The tribe of Manasseh has grown more than any other tribe during Israel's forty years in the wilderness. "These were the clans of Manasseh; those numbered were 52,700." (Numbers 26:34) In the first census the tribe of Manasseh had 32,200 men of the age and ability to serve in the army.
The Bible doesn't provide us with an explanation for why this tribe produced so many males during the wilderness years: a much larger than average number of males. As we go through the Bible we will see some of the men of Manasseh's line showing great faith. We will see others showing great greed. But mostly what we'll see is the word of the Lord coming true, for in Genesis 48 the Lord said through Jacob that the younger son of Joseph (Ephraim) would be greater than Joseph's older son Manasseh. Right now the tribe of Manasseh is growing by leaps and bounds and it appears that they will overtake the tribe of Ephraim in prominence. Ephraim's tribe only has 32,5000 fighting men at this time, as we'll see in tomorrow's study. But the Lord knew what He was talking about when He compelled Jacob to pronounce the blessing of a firstborn upon Ephraim in the book of Genesis.

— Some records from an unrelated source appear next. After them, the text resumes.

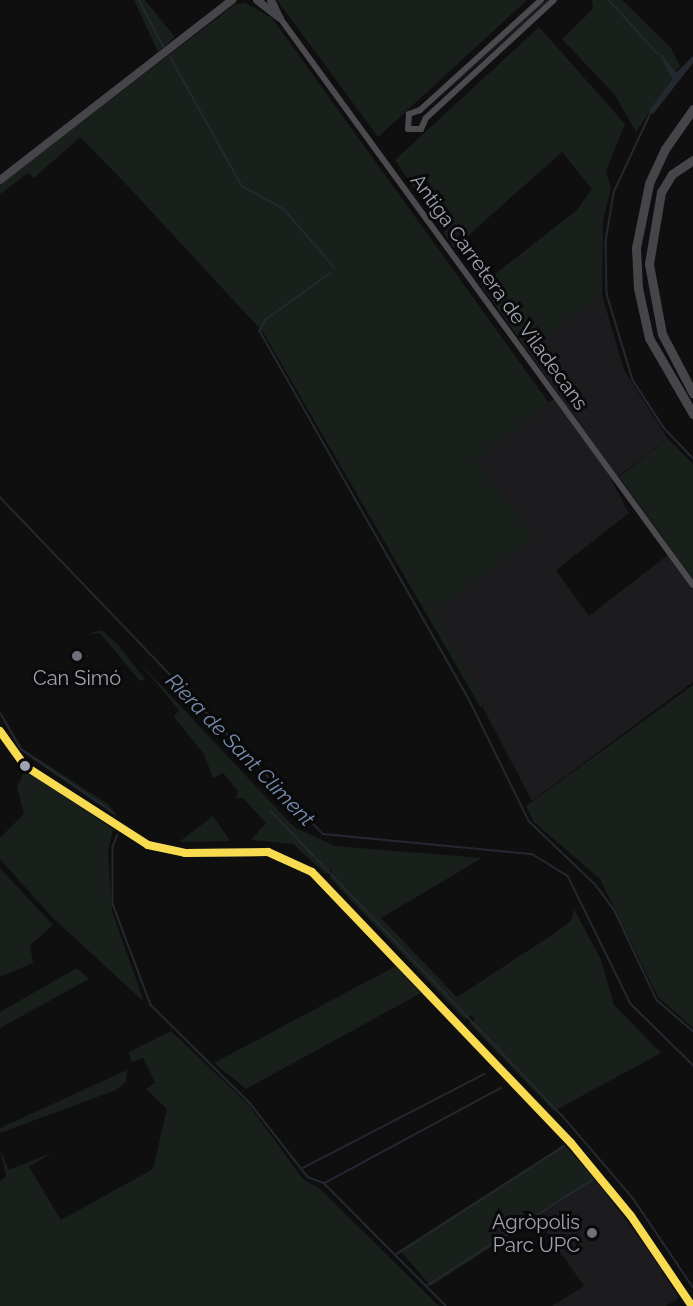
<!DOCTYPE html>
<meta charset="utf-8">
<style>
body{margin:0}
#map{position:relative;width:693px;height:1306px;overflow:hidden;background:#0f0f10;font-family:Raleway,sans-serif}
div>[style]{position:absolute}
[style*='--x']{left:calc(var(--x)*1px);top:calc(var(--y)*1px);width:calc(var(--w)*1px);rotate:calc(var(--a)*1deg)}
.built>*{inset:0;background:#1c1c1e}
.green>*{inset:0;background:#19201b}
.water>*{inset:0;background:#242830}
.stream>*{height:1.5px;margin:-0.75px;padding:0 0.75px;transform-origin:0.75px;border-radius:0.75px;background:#242830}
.minor>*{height:6px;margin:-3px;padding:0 3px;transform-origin:3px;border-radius:3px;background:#4a4a4f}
.major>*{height:8px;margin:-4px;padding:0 4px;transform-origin:4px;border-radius:4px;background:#46464a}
.highway>*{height:9px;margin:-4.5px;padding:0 4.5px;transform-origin:4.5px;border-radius:4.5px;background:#46464a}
.bus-1>*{height:8px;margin:-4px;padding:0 4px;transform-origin:4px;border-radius:4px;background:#f9db4f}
.dots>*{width:16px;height:16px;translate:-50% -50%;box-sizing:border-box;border:3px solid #0a0a0b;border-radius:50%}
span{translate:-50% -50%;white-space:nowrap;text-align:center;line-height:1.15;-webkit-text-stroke:6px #0a0a0b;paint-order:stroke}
.street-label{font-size:20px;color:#a0a2b1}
.poi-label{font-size:20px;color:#a0a2b1}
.right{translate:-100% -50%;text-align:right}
.water-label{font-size:21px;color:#768bad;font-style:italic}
</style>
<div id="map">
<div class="built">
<i style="clip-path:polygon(602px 295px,624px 370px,668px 439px,612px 481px,629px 513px,556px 570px,589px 616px,673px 551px,693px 579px,693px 682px,532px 801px,433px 613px,530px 541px,471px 459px,559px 395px,527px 350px)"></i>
<i style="clip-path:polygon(595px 1179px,647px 1248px,679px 1298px,666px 1306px,552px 1306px,584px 1286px,536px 1218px)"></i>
</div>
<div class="green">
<i style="clip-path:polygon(134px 0,145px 0,175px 37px,158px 52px)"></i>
<i style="clip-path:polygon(277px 0,527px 0,378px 137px)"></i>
<i style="clip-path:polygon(546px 0,550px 0,415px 120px)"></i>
<i style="clip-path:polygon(592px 0,622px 0,671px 48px,680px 66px,636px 132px,615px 95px,562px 39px,593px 9px)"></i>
<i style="clip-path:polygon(245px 3px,272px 18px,549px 403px,477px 459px,530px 532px,530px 541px,433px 613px,482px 699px,481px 708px,263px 332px,125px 183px,80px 137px,34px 178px,28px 173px,0 194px,0 185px,234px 5px)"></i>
<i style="clip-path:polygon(539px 27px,625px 124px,606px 171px,611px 188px,603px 220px,602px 295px,527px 350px,481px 285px,577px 210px,592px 189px,562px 152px,454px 248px,395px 160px)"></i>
<i style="clip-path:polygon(668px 439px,693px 464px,693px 579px,619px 477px)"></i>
<i style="clip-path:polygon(102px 630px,118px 645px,145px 679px,140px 681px,100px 633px,84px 635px)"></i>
<i style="clip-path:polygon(137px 660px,294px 827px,335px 846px,482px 858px,381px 918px,457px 997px,555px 933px,572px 920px,574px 909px,601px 960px,614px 1005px,661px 1053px,554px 1111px,469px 1023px,475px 1020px,471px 1015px,465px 1020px,330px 878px,332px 869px,326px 874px,293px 844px,251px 840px,266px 823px,243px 798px,236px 798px,238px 791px,223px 773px,213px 778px,204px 754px,174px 717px,179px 710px)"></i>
<i style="clip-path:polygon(693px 685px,693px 1028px,658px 997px,600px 879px,534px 822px,526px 806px)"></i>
<i style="clip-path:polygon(0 710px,23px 749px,108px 804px,119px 818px,24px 753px)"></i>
<i style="clip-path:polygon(25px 770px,113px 829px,108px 851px,112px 911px,144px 1002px,52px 917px,0 859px,0 838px,24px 814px,17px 787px)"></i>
<i style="clip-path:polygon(213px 816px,230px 841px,179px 842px)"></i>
<i style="clip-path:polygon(0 868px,53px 925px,30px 945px,33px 963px,0 977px)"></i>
<i style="clip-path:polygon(396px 966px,421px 993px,246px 1089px,214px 1063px)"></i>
<i style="clip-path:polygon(77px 968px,89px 979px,0 1028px,0 1012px)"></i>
<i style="clip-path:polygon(171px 1031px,248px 1104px,303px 1179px,319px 1188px,439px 1306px,0 1306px,0 1181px,6px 1176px,0 1150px,9px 1170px,53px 1152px,29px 1167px,61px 1220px,153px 1169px,167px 1109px,146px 1089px,155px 1083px,143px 1058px,131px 1062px,129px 1052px)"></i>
<i style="clip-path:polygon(127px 1070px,126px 1082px,116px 1090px,0 1133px,0 1128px)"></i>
<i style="clip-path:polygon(564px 1145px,595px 1179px,431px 1286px,403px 1254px,400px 1250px)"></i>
</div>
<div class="water">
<i style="clip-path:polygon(658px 50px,676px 73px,693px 56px,693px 63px,653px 114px,649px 111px,672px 79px)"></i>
</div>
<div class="stream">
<i style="--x:139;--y:0;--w:53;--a:62"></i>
<i style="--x:609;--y:0;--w:72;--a:47.8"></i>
<i style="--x:170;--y:56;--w:149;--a:61"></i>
<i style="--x:242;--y:186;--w:48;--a:28.7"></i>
<i style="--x:284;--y:209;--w:77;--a:49.2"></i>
<i style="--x:652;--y:111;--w:90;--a:114.9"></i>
<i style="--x:614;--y:193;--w:50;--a:99.3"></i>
<i style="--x:606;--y:242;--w:52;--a:88.9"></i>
<i style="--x:607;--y:294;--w:90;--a:73.2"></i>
<i style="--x:633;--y:380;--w:57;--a:57.1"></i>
<i style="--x:664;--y:428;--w:42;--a:46"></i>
<i style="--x:331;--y:273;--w:80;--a:144.1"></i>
<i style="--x:266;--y:320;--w:13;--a:119"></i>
<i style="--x:260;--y:331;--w:428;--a:60.4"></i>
<i style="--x:471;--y:703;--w:131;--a:63.8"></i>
<i style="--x:529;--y:821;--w:91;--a:43.7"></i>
<i style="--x:595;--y:884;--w:31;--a:53"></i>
<i style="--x:614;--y:909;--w:101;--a:64.7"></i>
<i style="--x:657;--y:1000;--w:48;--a:40.7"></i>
<i style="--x:0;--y:497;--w:467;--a:46.2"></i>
<i style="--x:323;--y:834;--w:210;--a:5.5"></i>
<i style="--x:532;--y:854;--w:42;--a:31.4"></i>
<i style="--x:568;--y:876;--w:143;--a:63.8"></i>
<i style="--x:631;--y:1004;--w:87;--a:44.5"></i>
<i style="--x:0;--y:712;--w:43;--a:60.4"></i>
<i style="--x:21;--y:749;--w:113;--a:34.5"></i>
<i style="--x:270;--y:810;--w:421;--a:46.3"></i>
<i style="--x:561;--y:1114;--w:111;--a:49.4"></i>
<i style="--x:633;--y:1198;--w:107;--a:56"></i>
<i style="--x:118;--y:835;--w:13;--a:113"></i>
<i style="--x:113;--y:847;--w:57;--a:90"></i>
<i style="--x:113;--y:904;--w:108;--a:69.4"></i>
<i style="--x:151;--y:1005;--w:139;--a:44.7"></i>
<i style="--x:250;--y:1103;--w:94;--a:51.9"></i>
<i style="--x:308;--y:1177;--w:17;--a:21"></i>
<i style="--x:324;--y:1183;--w:173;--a:45.2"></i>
<i style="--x:303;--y:1168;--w:204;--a:-27.4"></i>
<i style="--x:325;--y:1183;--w:200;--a:-28.4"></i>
<i style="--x:397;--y:1254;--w:199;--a:-32.9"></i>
<i style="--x:428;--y:1285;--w:195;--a:-32.6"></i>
</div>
<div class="minor">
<i style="--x:541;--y:0;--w:164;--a:137.7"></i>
<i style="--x:420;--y:110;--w:12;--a:160"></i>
<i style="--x:409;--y:114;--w:15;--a:94"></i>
<i style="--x:408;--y:129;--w:13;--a:0"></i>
<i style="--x:421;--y:129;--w:12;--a:-66"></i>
<i style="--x:426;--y:118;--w:174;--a:-42.7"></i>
<i style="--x:280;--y:18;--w:701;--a:53.93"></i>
</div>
<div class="major">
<i style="--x:257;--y:0;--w:29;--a:38"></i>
<i style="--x:271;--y:0;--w:17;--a:65"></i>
<i style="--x:0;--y:180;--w:294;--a:-37.8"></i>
<i style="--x:0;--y:731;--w:43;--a:54.5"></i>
<i style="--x:25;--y:766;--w:146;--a:32.7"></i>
<i style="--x:148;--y:845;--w:38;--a:12"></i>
<i style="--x:185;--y:853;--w:83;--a:-0.7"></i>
<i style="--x:268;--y:852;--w:48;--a:24.4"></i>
<i style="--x:312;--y:872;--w:375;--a:46.3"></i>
<i style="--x:571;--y:1143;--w:94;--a:50.6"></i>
<i style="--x:631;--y:1216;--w:109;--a:55.9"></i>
</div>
<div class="highway">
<i style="--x:693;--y:109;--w:49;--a:125"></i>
<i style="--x:665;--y:149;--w:38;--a:115"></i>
<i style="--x:649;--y:184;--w:65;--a:101.5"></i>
<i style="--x:636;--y:248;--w:40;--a:87.1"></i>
<i style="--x:638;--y:288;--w:51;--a:77.6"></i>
<i style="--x:649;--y:338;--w:88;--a:59.9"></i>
<i style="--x:693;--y:160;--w:25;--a:146"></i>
<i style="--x:672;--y:174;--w:21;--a:121"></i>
<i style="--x:661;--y:192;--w:73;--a:99.5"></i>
<i style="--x:649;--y:264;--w:71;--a:79.5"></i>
<i style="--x:662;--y:334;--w:67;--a:62.3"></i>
</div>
<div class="bus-1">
<i style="--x:0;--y:731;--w:43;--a:54.5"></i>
<i style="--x:25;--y:766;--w:146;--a:32.7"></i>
<i style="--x:148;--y:845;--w:38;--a:12"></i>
<i style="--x:185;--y:853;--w:83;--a:-0.7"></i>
<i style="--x:268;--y:852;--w:48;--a:24.4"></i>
<i style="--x:312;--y:872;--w:375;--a:46.3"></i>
<i style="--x:571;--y:1143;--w:94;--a:50.6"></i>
<i style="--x:631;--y:1216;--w:109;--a:55.9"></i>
</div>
<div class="dots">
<i style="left:77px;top:656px;background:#6d6f79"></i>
<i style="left:25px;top:766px;background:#a0a2b1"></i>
<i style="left:592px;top:1233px;background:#6d6f79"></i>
</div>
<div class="street-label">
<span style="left:499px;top:292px;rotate:54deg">Antiga Carretera de Viladecans</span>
</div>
<div class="poi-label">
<span style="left:77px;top:678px">Can Simó</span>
<span class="right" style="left:580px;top:1234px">Agròpolis<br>Parc UPC</span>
</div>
<div class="water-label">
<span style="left:240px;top:750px;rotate:46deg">Riera de Sant Climent</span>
</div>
</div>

The Lord knows everything that will ever happen. The Lord knows every choice every human being will ever make. This is why He caused Jacob to say of Manasseh, "He too will become a people, and he too will become great. Nevertheless, his younger brother will be greater than he, and his descendants will become a group of nations." (Genesis 48:19) The Lord can speak of the future as if it has already happened because to Him it has happened. Manasseh may appear to have the preeminence over Ephraim at this point in the Bible but His word regarding Ephraim will be fulfilled.